What this task involves ▸ Every line below that holds the word "document" must be listed.

[Collected data entries]
--
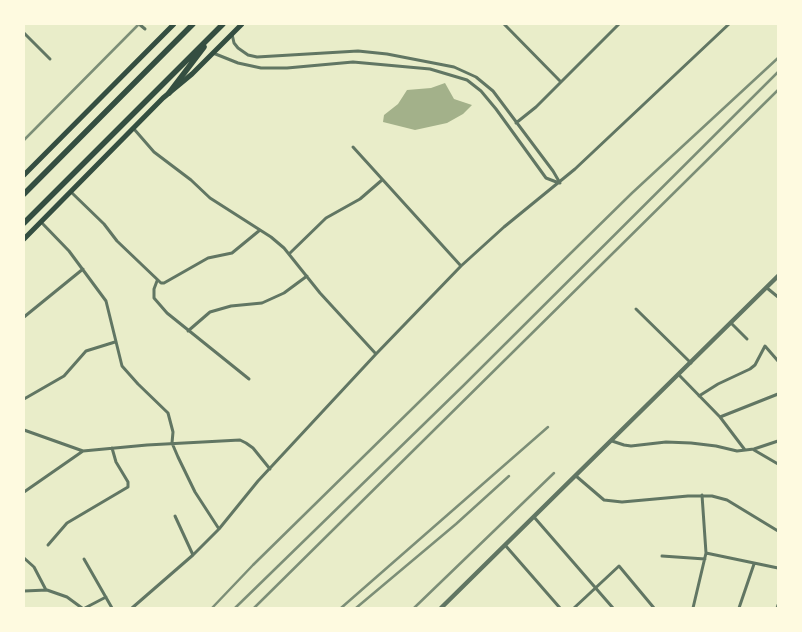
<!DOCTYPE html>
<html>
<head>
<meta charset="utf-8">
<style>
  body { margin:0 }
  #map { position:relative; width:802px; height:632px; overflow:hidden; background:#e9edc9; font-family:Karla,sans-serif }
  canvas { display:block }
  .frame { position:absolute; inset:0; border:25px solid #fefae0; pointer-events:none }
</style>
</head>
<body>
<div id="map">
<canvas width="802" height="632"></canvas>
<div class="frame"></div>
</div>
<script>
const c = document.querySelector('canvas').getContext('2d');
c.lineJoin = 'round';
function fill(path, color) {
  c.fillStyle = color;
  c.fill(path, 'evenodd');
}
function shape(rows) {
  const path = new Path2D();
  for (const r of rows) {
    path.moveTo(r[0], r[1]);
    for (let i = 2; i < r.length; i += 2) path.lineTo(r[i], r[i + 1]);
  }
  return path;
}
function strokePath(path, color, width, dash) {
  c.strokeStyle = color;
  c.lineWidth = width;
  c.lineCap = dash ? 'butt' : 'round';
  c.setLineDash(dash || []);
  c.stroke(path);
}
const water = shape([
  [445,83,454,99,472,105,463,114,447,123,415,130,383,122,384,115,398,104,407,90,431,88]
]);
const minor = shape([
  [139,24,145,29],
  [504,24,561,82],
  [24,33,50,59],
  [232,34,234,43,238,48,248,55,257,57,358,51,387,54,454,67,476,77,493,91,553,171,560,183],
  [213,53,238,63,261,68,287,68,353,62,430,69,467,80,481,91,496,109,546,178,559,183],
  [516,123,536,107,619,24],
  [134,129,154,152,191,180,210,198,271,237,284,248,320,293,376,354],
  [353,147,461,266],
  [71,192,104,224,117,241,161,283,164,283,208,258,232,253,260,230],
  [41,222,69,251,106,301,122,366,138,384,168,413,173,432,172,443,178,457,195,492,219,529],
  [289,254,326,218,360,199,382,180],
  [157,281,154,289,154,298,167,313,249,379],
  [767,288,778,297],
  [636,309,691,363],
  [24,317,83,269],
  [731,323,747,339],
  [188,331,210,312,231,306,262,303,284,293,307,276],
  [679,375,720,417,745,450],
  [699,396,718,384,750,369,755,365,765,346,778,361],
  [24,399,64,376,86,351,115,342],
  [720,417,778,394],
  [24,430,83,451,147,445,240,440,246,443,253,448,270,469],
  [612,441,624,445,631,446,666,442,691,443,716,446,737,451,754,449,778,441],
  [754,450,778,464],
  [576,476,604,500,622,502,688,496,712,496,727,500,778,531],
  [24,492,83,451],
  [175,516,193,555],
  [534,517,613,608],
  [48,545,67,523,128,487,128,482,116,462,112,448],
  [505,545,560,608],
  [706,553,778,568],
  [662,556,705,559],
  [24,558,34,567,46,590],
  [84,559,112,608],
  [24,591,47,590,67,597,82,608],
  [85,608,106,597],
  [132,608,193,555,219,529,258,481,376,354,461,266,504,227,575,169,729,24],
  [574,608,619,566,654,608],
  [693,608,706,553,702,495],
  [739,608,754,564],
  [777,608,778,605]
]);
const tertiary = shape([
  [441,608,778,276]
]);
const secondary = shape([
  [24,175,174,24],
  [24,239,163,98,192,74,242,24]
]);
const trunk = shape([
  [169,93,204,47],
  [24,194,193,24],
  [24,223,223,24]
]);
const rail = shape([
  [24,140,139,24],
  [212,608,253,565,632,193,778,58],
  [235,608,464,385,778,72],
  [254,608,778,90],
  [341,608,548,427],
  [356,608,456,524,509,476],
  [414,608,554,473]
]);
fill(water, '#a3b18a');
strokePath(minor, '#617663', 3);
strokePath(tertiary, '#617663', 4.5);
strokePath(secondary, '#344e41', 5);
strokePath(trunk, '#344e41', 5.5);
strokePath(rail, '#7c8e77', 2.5);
</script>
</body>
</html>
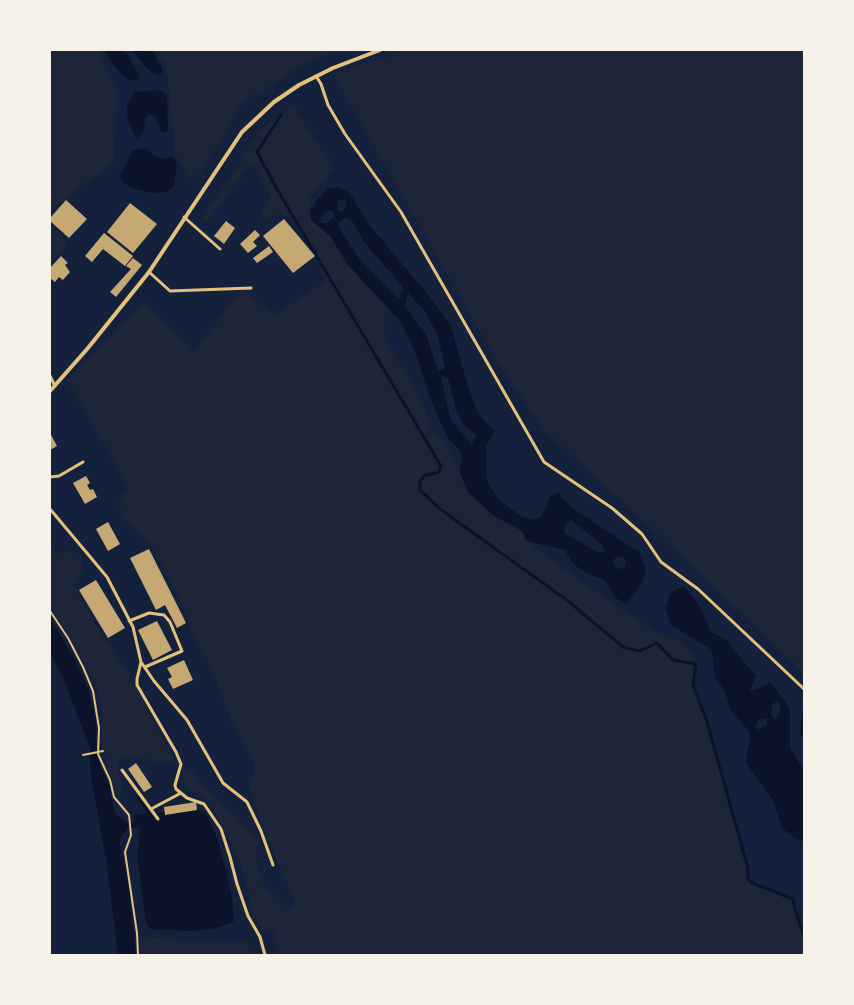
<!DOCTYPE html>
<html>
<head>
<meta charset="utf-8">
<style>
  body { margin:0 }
  #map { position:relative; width:854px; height:1005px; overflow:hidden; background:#14213d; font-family:"Golos Text",sans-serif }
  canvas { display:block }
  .frame { position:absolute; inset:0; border:51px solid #f6f1e7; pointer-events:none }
</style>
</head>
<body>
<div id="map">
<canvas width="854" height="1005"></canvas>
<div class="frame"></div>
</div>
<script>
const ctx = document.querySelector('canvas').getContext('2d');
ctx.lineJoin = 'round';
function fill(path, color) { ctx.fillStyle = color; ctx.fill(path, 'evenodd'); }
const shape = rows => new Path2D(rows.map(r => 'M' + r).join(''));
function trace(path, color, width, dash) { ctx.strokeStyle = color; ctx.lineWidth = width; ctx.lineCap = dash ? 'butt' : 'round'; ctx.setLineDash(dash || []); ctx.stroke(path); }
fill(shape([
  [50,50,96,50,117,89,114,162,50,211],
  [157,50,337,50,292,70,269,88,244,100,203,170,191,180,175,154,166,63],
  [407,50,804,50,804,673,693,567,544,430,497,361,333,74],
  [293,106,332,165,334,170,314,191,309,200,311,220,330,236,348,265,385,303,384,337,422,401,431,428,444,442,460,472,467,491,494,516,521,530,527,541,564,569,657,633,677,639,687,647,695,659,696,664,693,685,707,722,747,865,748,879,755,884,793,899,804,936,804,955,278,955,274,931,270,929,263,931,253,912,242,865,228,837,211,805,198,794,191,792,182,780,183,773,192,771,207,789,240,820,258,840,256,855,258,871,265,886,289,908,294,902,292,895,262,825,249,785,254,774,253,760,232,722,211,666,192,635,183,607,149,541,142,537,124,518,119,505,124,492,129,488,67,380,144,303,195,351,242,289,274,315,325,281,316,250,291,219,279,214,266,220,261,214,270,197,256,167,249,165,211,218,202,222,206,211,236,170,253,139,271,121],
  [50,223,68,244,50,263],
  [50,547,56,553,72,551,82,554,82,571,74,586,99,630,132,679,175,762,170,764,160,763,133,756,118,761,117,768,123,785,123,794,117,797,105,757,102,754,102,710,96,685,72,640,50,607],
  [147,937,190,941,212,940,227,943,247,940,251,955,140,955,141,938]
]), '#1d2539');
fill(shape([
  [105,50,121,50,127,54,140,77,137,81,126,79,109,59],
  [132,50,152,50,163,70,160,75,151,73],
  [155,90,162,91,167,96,168,131,162,133,155,116,149,114,145,119,143,134,136,138,128,121,127,107,134,92],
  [147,148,154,156,160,159,172,157,177,164,174,186,166,192,155,193,138,190,123,183,120,176,133,150],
  [338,187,350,193,367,222,429,296,451,326,467,383,477,412,495,432,486,445,487,482,498,499,522,517,534,520,542,516,550,497,559,492,562,498,574,509,640,553,646,571,641,585,626,604,616,598,603,579,590,575,573,564,565,550,527,541,521,530,494,516,467,491,460,472,462,453,447,437,429,395,416,354,401,322,348,265,330,236,311,220,310,211,318,199,328,189],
  [343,199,347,202,343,212,338,211,337,206,338,200],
  [329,210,334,212,333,218,327,223,321,223,320,218],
  [346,217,353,222,364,242,403,287,399,299,360,260,342,233,338,224],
  [408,293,424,310,437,333,445,368,438,371,426,334,405,306],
  [442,376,448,378,457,413,465,426,476,435,472,444,451,421,442,382],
  [571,520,602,545,605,551,598,553,565,533,564,526],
  [619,556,625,558,626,562,624,569,616,568,613,564,614,559],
  [684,586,701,608,711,632,726,640,756,676,749,691,760,688,770,682,790,708,790,748,800,764,804,765,804,841,797,840,782,828,773,800,745,762,750,741,750,732,731,711,725,691,715,678,712,650,671,625,665,608,671,592],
  [776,701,779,702,781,706,779,714,775,719,771,715,772,706],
  [763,718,767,720,767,725,757,730,755,726,759,720],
  [50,618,73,656,88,688,96,719,97,757,109,785,115,814,127,823,135,822,134,815,148,814,136,797,141,794,156,813,198,807,199,812,207,815,217,837,232,896,234,920,232,923,213,929,192,931,150,929,146,924,137,855,140,828,139,827,128,828,120,839,120,845,129,888,136,955,118,955,106,859,90,771,90,749,65,682,50,651],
  [803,710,804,711,803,737,800,735,800,730]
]), '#0b132b');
trace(shape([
  [281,115,257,152,278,191,441,466,439,472,424,476,420,482,420,490,440,509,568,601,623,647,639,651,657,643,673,660,696,664,693,685,707,722,747,865,748,879,752,883,793,899,795,910,804,936]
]), '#0b132b', 3);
fill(shape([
  [66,200,87,219,69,238,50,221,50,218],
  [130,203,157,224,133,253,107,232],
  [284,219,315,256,293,273,263,236],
  [226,221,235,228,224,244,214,236],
  [255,230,260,235,253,242,257,246,248,253,240,244],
  [104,233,133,256,125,266,103,249,92,262,85,256],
  [269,246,273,252,257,263,253,258],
  [61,256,68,263,65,265,70,272,63,280,59,277,55,282,50,278,50,268],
  [133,258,142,265,116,297,110,292,131,269,126,266],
  [50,433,57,446,50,450],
  [86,476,90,483,87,485,90,490,93,489,97,497,85,504,73,483],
  [108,522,120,544,108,551,96,529],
  [149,549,186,623,177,628,165,605,156,610,130,558],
  [96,580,125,628,108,638,79,590],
  [157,621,172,650,153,660,138,630],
  [184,660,193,680,173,689,168,679,172,677,167,668],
  [136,763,152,787,144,792,128,769],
  [196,802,197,810,165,815,164,807]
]), '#c6a872');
trace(shape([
  [50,611,68,638,83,667,93,691,99,728,98,754,110,780,114,797,129,815,131,835,125,852,137,933,138,955],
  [83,755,103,751]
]), '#e5c07b', 2);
trace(shape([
  [316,76,321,84,328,105,345,134,401,212,544,462,612,508,642,534,661,562,698,589,804,689],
  [184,217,220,249],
  [149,272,170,291,251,288],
  [50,376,55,386],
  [50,477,59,476,83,462],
  [50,509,107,577,133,627,141,662,137,679,137,685,176,752,181,764,175,785,176,789,187,798,204,804,221,829,230,857,237,884,248,916,260,937,265,955],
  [129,621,149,613,164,615,170,622,182,651,145,667],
  [141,662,154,681,187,720,223,783,247,802,261,831,273,865],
  [122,770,158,819],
  [151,809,181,793]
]), '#e5c07b', 3);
trace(shape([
  [50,391,88,348,149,272,242,132,274,102,299,85,333,68,380,50]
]), '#e5c07b', 4);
</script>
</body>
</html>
--
Solution for this exercise ▸
const c = document.querySelector('canvas').getContext('2d');
const ctx = document.querySelector('canvas').getContext('2d');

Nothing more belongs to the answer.